Effect of cultivation on soil C contents and saturated hydraulic conductivity

The irrigation of pasture with saline, Na-contaminated industrial wastewater typically results in an increase in soil ESP. From current knowledge (derived largely from cultivated agricultural soils), although these sodic soils are likely to remain stable whilst irrigated with effluent (due to the effluent’s large electrolyte concentration), during rainfall periods of low electrolyte concentration these soils would be expected to disperse. However, effluent irrigated pasture soils have been observed to maintain their structure even during intense rainfall events.
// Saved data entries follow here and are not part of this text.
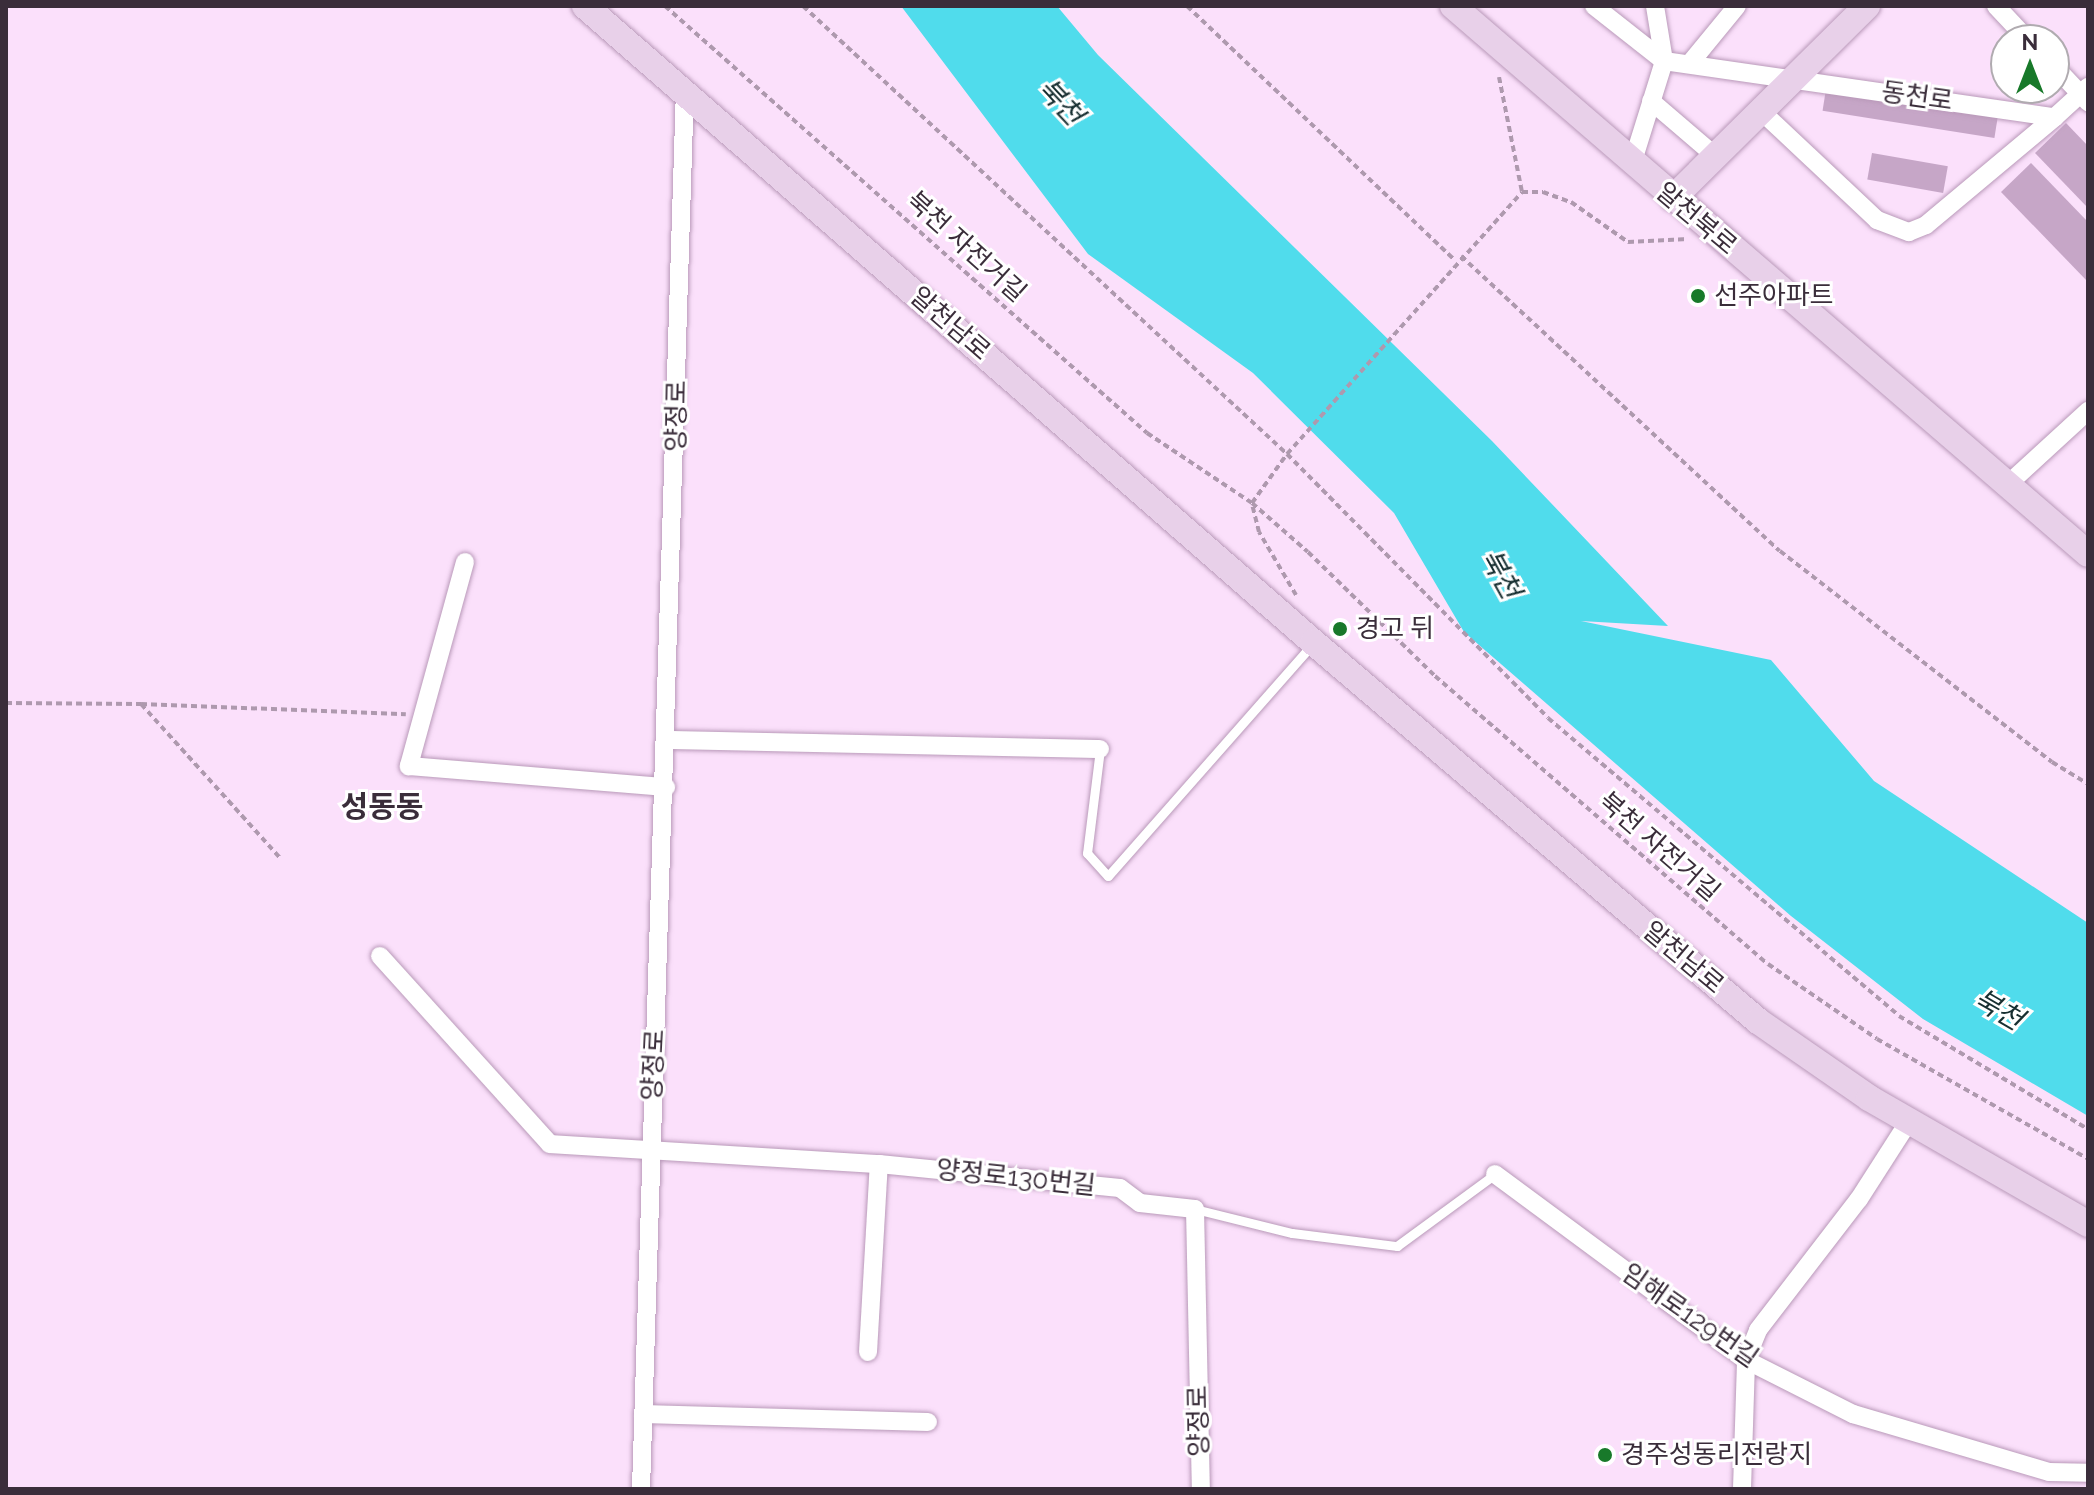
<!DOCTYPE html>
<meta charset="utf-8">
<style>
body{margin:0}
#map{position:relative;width:2094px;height:1495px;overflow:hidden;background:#fbe0fb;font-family:Raleway,"Noto Sans KR",sans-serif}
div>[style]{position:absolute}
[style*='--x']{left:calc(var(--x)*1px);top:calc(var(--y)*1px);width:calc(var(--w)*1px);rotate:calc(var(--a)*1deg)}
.water>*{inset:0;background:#50dcec}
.building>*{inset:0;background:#c6a6c7;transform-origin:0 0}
.path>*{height:4px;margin-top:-2px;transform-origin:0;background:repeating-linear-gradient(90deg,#ae99ae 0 6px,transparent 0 10px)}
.roads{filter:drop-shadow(0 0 2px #b999b9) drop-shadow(0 0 2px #b999b9)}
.lane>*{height:9px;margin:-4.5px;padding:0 4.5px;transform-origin:4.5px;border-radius:4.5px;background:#fff}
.street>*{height:18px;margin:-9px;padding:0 9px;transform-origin:9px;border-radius:9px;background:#fff}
.secondary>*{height:26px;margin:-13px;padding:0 13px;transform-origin:13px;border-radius:13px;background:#e8d0e9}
.dots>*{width:22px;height:22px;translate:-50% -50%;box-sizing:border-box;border:4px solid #fff;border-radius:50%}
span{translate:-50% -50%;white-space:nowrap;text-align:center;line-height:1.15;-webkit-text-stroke:6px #fff;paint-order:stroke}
.street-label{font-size:26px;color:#3a2d3a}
.poi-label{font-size:26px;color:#3a2d3a}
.left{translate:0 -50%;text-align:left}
.water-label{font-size:28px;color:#172f31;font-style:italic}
.quarter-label{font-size:30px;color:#3a2d3a;font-weight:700}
.frame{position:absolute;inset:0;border:8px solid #3a2d3a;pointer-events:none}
.north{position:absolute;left:1990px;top:24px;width:80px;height:80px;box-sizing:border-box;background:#fff;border:2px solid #b0abb0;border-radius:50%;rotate:0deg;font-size:22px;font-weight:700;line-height:32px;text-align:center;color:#3a2d3a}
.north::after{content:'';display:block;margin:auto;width:28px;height:36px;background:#18792a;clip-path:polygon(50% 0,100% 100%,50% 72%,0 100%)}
</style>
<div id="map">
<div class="water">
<div style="clip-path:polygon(901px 6px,1057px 6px,1098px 55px,1492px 441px,1668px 626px,1581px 621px,1771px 660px,1874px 781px,2088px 923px,2088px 1116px,1923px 1019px,1791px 916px,1464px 632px,1394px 513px,1253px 373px,1088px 254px)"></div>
</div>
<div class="building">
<div style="left:1826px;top:89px;width:174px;height:22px;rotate:9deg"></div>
<div style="clip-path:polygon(2066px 123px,2088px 146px,2088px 208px,2035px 153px)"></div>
<div style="left:1872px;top:153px;width:77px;height:27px;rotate:10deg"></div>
<div style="clip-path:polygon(2031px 163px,2088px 222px,2088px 282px,2001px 192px)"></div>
</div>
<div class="path">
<div style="--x:665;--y:6;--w:644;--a:41.54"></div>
<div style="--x:1147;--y:433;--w:126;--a:33.7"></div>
<div style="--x:1252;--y:503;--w:74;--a:41.2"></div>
<div style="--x:1308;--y:552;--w:177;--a:44.3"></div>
<div style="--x:1435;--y:676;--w:440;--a:40.9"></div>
<div style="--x:1768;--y:964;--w:132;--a:34.5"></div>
<div style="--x:1877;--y:1039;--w:243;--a:29.6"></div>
<div style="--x:803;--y:6;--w:660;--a:42.79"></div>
<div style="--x:1287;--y:454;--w:371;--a:45.3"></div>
<div style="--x:1548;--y:718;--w:460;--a:40.3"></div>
<div style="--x:1899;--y:1016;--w:220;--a:30.9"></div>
<div style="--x:1187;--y:6;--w:369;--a:43.5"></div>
<div style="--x:1499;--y:77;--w:117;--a:78.7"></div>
<div style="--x:1522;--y:192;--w:21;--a:0"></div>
<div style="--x:1543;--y:192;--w:30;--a:20"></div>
<div style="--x:1571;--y:202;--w:70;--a:35.1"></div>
<div style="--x:1628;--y:242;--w:60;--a:-2.9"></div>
<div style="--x:1461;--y:256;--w:434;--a:42.8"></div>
<div style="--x:1780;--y:551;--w:344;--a:37.8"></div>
<div style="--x:2052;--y:762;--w:42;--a:31.4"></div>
<div style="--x:1296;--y:595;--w:73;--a:-120.4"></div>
<div style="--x:1259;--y:532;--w:30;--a:-104"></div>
<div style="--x:1252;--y:503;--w:60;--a:-54.5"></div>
<div style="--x:1287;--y:454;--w:352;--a:-48.1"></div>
<div style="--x:6;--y:703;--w:135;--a:0.4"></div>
<div style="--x:141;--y:704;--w:207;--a:47.9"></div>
<div style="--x:141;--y:704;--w:265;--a:2.2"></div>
</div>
<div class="roads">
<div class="lane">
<div style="--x:1100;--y:749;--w:105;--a:97.1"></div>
<div style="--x:1087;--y:853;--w:31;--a:48"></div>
<div style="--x:1108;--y:876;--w:308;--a:-48.6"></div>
<div style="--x:1195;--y:1209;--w:100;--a:13.9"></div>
<div style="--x:1292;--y:1233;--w:106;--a:7.1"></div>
<div style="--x:1397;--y:1246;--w:122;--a:-36.3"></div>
</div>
<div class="street">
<div style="--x:1594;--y:6;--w:89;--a:38.2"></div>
<div style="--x:1664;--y:61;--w:395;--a:8.2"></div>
<div style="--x:2055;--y:117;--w:45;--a:-42.3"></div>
<div style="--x:1996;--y:6;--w:47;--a:46.7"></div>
<div style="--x:1691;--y:62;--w:72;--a:-50.6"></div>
<div style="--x:2054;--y:66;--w:50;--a:46.6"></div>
<div style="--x:1651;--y:101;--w:83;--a:40.6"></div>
<div style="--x:1760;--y:110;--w:161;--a:43.2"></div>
<div style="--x:1877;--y:220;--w:34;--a:21"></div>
<div style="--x:1909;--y:232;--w:18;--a:-22"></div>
<div style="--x:1926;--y:225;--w:168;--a:-39.9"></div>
<div style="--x:1632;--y:164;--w:108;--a:-72.7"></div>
<div style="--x:1664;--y:61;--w:56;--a:-99.3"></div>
<div style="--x:2005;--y:487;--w:113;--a:-42.5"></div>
<div style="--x:465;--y:562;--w:212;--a:105.4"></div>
<div style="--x:409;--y:766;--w:258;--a:4.7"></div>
<div style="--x:669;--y:740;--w:431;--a:1.2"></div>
<div style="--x:380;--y:956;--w:253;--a:47.9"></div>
<div style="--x:550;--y:1144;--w:330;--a:3.5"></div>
<div style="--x:879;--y:1164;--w:242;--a:5.7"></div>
<div style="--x:1120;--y:1188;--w:25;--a:37"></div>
<div style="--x:1140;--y:1203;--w:55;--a:6.2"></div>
<div style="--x:1195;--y:1209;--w:280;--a:88.8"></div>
<div style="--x:1495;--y:1174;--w:312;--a:36.5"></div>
<div style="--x:1746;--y:1360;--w:120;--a:26.8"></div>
<div style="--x:1853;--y:1414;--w:204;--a:16.5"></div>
<div style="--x:2049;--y:1472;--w:39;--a:1"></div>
<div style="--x:868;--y:1352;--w:188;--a:-86.7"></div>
<div style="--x:643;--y:1414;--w:285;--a:1.6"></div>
<div style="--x:641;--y:1489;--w:1398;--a:-88.2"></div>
<div style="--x:1742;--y:1489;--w:129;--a:-88.2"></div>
<div style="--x:1746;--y:1360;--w:32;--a:-68"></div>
<div style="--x:1758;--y:1330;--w:165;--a:-52.4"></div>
<div style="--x:1859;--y:1199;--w:93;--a:-57.3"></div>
</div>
<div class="secondary">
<div style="--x:585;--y:6;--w:967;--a:41.14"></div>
<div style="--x:1313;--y:642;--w:585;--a:40.42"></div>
<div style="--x:1758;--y:1021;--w:135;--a:34.7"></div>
<div style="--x:1869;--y:1098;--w:253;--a:29.9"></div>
<div style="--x:1453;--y:6;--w:839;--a:40.79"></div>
<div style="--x:1673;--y:198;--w:273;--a:-44.7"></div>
</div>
</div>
<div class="dots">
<div style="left:1698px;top:296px;background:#18792a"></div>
<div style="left:1340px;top:629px;background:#18792a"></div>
<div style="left:1605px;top:1455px;background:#18792a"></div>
</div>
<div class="street-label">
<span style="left:1917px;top:97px;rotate:8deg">동천로</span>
<span style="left:1696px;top:219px;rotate:40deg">알천북로</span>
<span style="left:966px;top:247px;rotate:42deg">북천 자전거길</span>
<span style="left:950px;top:324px;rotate:41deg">알천남로</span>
<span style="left:677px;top:416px;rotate:-89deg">양정로</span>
<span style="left:1659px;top:847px;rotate:41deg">북천 자전거길</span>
<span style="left:1683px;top:958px;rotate:40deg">알천남로</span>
<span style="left:654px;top:1065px;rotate:-87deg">양정로</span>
<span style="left:1016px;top:1178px;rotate:6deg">양정로130번길</span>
<span style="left:1690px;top:1316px;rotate:35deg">임해로129번길</span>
<span style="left:1199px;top:1421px;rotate:-91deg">양정로</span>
</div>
<div class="poi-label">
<span class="left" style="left:1714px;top:296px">선주아파트</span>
<span class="left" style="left:1356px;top:629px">경고 뒤</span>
<span class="left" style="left:1621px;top:1455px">경주성동리전랑지</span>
</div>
<div class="water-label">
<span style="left:1060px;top:102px;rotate:47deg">북천</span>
<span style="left:1500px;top:574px;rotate:61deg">북천</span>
<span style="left:1998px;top:1010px;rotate:30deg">북천</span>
</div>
<div class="quarter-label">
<span style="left:382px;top:807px">성동동</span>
</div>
<div class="frame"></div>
<div class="north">N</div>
</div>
Three soil types were collected (Sodosol, Vertosol and Dermosol), each with a cultivated/non-cultivated pair. The soils were equilibrated with various SAR solutions and then leached with deionised water to allow the measurement of saturated hydraulic conductivity (Ksat). At low SARs, Ksat tended to be greater in non-cultivated than cultivated soils and is attributable to a loss of structure associated with cultivation. In addition, as SAR increased, the reduction in relative Ksat tended to be significantly greater in cultivated than non-cultivated soils. The relatively rapid saturated hydraulic conductivity in the non-cultivated soils at large SARs is due to a greater aggregate stability due to greater soil C content. For the sustainable disposal of saline effluent, it is therefore necessary to ensure that soils remain undisturbed and preferably under pasture, thus maximising soil structural stability and hydraulic conductivity.